Танька сидела напротив меня, собирала растрепанные волосы в пучок и ответила без промедления.
— Еще как пахло, прямо несло за версту.
— Козлом?
— Почему козлом? Мужиком. Хотя, учитывая, что все мужики козлы, можно сказать и так. Стареешь ты, Никитин, много куришь, задыхаешься в самый ненужный момент, — не обошлась Танька без шпильки, но сразу утешила, — а в остальном все путем, медаль тебе на грудь и барабан на шею.
Она посмотрела на меня серьезно и отчеканила, пригвоздила, опять с возникшей ниоткуда печалью.
— Юностью ты моей пахнешь, вонючей немытой юностью.
А ведь действительно, я был для нее давней пожелтевшей открыткой из прошлого, написанной от руки, что достают время от времени и перечитывают, пытаясь вернуть позабытые ощущения. Даже не так — плюшевым медвежонком, случайно и некстати выпавшим из антресолей шкафа в тот неудачный момент, когда постаревшая хозяйка спешит на свадьбу сына. Она забудет обо всем на свете — что опаздывает, что новые туфли будто не по ноге — сядет на кровать, прижмет его к лицу, вдыхая запах пыли и высохших слез. Вздохнув, положит игрушку назад, посмотрит на себя в зеркало, разглядывая то ли патину на покрытом серебром стекле, то ли морщинки у глаз, поправит прядь волос и поспешит на торжество. А створка шкафа скрипнет ей в спину — прошлого нет.

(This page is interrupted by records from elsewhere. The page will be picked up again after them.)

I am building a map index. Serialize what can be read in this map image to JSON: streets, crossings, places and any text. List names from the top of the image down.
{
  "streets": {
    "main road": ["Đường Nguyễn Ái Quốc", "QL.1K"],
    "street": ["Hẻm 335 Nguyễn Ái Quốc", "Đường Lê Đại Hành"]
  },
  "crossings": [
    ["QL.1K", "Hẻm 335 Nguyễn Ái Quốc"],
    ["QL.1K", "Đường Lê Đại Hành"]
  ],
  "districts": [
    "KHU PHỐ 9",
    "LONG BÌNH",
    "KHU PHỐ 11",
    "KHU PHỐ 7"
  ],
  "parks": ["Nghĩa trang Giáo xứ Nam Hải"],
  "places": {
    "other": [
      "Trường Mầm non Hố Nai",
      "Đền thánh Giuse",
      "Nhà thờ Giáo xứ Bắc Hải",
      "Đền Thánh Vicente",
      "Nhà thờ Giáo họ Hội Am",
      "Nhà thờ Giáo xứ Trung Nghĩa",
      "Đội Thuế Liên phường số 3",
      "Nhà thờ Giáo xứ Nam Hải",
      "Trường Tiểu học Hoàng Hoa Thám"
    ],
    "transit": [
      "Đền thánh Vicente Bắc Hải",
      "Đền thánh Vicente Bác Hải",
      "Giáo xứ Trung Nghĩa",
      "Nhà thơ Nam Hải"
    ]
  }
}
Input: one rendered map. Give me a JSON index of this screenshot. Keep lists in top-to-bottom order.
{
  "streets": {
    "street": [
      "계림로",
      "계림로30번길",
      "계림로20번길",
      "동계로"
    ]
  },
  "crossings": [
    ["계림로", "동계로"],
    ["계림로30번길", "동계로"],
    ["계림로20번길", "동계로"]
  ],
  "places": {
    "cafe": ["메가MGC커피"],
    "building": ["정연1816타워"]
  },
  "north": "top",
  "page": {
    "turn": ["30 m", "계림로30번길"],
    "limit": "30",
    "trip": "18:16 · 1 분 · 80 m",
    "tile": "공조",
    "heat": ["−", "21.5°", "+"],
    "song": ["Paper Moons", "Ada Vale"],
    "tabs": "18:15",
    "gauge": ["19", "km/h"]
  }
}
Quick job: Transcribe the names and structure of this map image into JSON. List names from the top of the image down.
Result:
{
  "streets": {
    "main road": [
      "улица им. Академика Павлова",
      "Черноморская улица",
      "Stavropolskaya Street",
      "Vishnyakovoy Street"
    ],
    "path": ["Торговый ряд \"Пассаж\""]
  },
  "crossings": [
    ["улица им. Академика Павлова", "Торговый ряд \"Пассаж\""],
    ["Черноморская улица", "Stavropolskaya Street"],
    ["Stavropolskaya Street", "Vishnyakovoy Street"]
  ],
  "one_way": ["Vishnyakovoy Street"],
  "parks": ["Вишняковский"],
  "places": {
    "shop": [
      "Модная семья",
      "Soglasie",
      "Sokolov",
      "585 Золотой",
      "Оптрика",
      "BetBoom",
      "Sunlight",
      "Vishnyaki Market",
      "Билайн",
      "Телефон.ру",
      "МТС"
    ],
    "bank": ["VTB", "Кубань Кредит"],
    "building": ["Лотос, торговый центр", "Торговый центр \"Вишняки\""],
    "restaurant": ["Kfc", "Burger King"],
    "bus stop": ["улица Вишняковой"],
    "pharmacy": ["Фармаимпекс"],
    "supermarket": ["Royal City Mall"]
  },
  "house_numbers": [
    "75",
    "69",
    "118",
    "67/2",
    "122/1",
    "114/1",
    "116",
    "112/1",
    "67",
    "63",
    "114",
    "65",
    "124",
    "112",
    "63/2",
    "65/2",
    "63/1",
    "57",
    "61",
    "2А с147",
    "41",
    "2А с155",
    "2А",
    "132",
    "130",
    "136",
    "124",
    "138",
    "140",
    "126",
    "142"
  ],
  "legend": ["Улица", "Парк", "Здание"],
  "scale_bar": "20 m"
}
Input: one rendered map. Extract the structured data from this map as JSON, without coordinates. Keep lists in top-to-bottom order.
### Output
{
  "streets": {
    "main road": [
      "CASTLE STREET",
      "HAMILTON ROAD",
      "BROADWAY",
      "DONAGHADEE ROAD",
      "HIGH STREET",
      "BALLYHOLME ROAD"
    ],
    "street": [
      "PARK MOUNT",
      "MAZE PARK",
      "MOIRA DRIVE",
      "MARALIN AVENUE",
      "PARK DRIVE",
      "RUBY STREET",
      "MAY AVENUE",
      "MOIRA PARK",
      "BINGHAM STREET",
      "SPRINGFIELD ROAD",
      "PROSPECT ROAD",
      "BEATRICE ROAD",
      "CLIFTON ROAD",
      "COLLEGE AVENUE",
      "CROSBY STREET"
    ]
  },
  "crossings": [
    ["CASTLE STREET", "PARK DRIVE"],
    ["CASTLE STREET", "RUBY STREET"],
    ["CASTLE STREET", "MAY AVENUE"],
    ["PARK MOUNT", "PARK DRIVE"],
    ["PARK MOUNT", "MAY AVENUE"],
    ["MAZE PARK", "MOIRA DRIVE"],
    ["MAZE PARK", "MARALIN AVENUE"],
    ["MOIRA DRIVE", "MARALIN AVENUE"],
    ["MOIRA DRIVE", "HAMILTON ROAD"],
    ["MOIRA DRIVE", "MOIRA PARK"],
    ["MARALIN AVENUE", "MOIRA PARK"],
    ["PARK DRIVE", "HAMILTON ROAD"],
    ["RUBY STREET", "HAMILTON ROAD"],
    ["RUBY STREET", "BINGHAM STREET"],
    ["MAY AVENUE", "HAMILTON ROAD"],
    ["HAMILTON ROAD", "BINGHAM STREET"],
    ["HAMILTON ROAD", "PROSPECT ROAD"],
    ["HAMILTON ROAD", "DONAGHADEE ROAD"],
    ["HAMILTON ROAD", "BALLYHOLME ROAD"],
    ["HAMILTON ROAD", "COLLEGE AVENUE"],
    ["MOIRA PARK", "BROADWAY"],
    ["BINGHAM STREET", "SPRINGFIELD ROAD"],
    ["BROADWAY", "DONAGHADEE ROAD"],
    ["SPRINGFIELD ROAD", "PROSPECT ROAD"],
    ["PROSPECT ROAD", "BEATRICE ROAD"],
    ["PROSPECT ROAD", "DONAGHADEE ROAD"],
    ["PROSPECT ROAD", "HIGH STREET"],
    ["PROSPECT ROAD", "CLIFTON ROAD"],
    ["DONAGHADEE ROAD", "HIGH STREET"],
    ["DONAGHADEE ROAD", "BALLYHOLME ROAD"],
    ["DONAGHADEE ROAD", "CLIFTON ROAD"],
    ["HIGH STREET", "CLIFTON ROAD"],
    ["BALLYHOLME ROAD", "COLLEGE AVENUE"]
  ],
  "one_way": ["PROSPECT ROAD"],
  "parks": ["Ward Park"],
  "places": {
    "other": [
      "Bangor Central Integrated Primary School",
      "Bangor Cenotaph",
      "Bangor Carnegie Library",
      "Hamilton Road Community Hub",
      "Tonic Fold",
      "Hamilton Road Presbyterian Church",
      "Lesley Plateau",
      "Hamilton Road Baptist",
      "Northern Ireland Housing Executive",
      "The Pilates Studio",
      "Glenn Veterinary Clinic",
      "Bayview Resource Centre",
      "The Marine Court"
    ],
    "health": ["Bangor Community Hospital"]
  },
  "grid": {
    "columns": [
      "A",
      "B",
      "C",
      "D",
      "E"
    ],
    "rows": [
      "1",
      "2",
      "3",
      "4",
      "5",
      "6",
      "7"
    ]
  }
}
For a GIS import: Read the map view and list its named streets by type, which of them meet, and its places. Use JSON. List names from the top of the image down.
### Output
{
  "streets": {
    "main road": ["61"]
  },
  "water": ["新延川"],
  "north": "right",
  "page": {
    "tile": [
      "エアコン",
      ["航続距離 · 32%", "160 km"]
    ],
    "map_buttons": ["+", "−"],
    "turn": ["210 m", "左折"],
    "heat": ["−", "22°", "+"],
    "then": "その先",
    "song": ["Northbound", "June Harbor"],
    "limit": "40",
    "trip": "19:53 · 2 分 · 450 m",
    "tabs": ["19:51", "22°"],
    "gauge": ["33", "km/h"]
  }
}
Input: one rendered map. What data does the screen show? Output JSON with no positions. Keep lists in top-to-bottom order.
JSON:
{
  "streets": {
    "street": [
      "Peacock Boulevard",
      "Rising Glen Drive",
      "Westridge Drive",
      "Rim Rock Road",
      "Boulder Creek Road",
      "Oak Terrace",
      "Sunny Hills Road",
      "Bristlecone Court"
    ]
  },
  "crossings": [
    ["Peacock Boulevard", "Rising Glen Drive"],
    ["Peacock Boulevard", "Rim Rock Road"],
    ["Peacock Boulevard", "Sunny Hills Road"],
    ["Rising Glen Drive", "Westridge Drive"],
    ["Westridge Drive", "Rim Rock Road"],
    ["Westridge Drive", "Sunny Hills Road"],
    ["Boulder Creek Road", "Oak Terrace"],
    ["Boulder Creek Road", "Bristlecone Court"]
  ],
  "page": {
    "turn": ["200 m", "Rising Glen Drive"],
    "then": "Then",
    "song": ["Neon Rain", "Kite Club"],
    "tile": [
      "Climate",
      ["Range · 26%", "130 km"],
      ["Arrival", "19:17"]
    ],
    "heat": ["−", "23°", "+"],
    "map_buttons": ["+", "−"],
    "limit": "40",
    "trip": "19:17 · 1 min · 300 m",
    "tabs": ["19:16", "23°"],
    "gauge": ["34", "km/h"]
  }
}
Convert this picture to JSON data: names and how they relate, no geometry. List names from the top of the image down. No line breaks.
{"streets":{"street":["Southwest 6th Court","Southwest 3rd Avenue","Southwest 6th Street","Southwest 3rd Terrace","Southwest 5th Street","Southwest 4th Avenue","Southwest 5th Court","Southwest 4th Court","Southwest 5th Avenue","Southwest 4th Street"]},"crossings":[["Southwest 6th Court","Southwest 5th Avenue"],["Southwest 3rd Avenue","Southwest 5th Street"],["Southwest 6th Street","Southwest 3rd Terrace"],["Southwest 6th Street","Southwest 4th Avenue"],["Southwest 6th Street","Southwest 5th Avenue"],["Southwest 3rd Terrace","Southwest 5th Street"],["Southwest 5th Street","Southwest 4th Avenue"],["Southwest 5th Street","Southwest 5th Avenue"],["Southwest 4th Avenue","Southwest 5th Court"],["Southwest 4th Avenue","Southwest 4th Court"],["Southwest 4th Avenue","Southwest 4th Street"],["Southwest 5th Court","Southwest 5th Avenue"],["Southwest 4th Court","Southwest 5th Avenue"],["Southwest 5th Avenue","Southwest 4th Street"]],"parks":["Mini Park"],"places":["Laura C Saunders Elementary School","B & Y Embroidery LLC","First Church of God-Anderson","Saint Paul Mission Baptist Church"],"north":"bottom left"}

— Что делать собираешься, нельзя же сидеть вечно на шее у жены? — Танька посчитала, что вечер воспоминаний закончился.
— Придумаю чего-нибудь, — соврал я, — например, стану писателем, напишу роман.
Фраза прозвучала неестественно фальшиво, аж в горле запершило. Я сам поразился — сидит человек по уши в говне и рассуждает о шансах получить Нобелевскую премию.
— Ты, писателем? Не смеши мои тапочки, — Танька для наглядности подняла ногу и показала замшевый тапок с нарисованными клавишами пианино.
— Почему нет? У меня есть два непременных условия, чтобы стать писателем — отсутствие денег и твердая убежденность, что жизнь дерьмо.
— С такими вводными писателями можно считать половину человечества. Вон, у Верочки Захаровой брат страдает эпилептическими припадками, но это не значит, что он Достоевский. Безнадега явно те та причина, по которой становятся писателем, с голодухи можно только заворот кишок получить. Книги надо писать на сытый желудок. О чем роман?
— Пока не придумал, — мне не хотелось до поры до времени знакомить Таньку с соавторами, а то решит еще, что я окончательно сошел с ума.
— Все ненаписанные романы — гениальны, — Танька запнулась, сморщилась, будто ее ударили, — Ах, не о том, все, Никитин, не о том… Миша умер.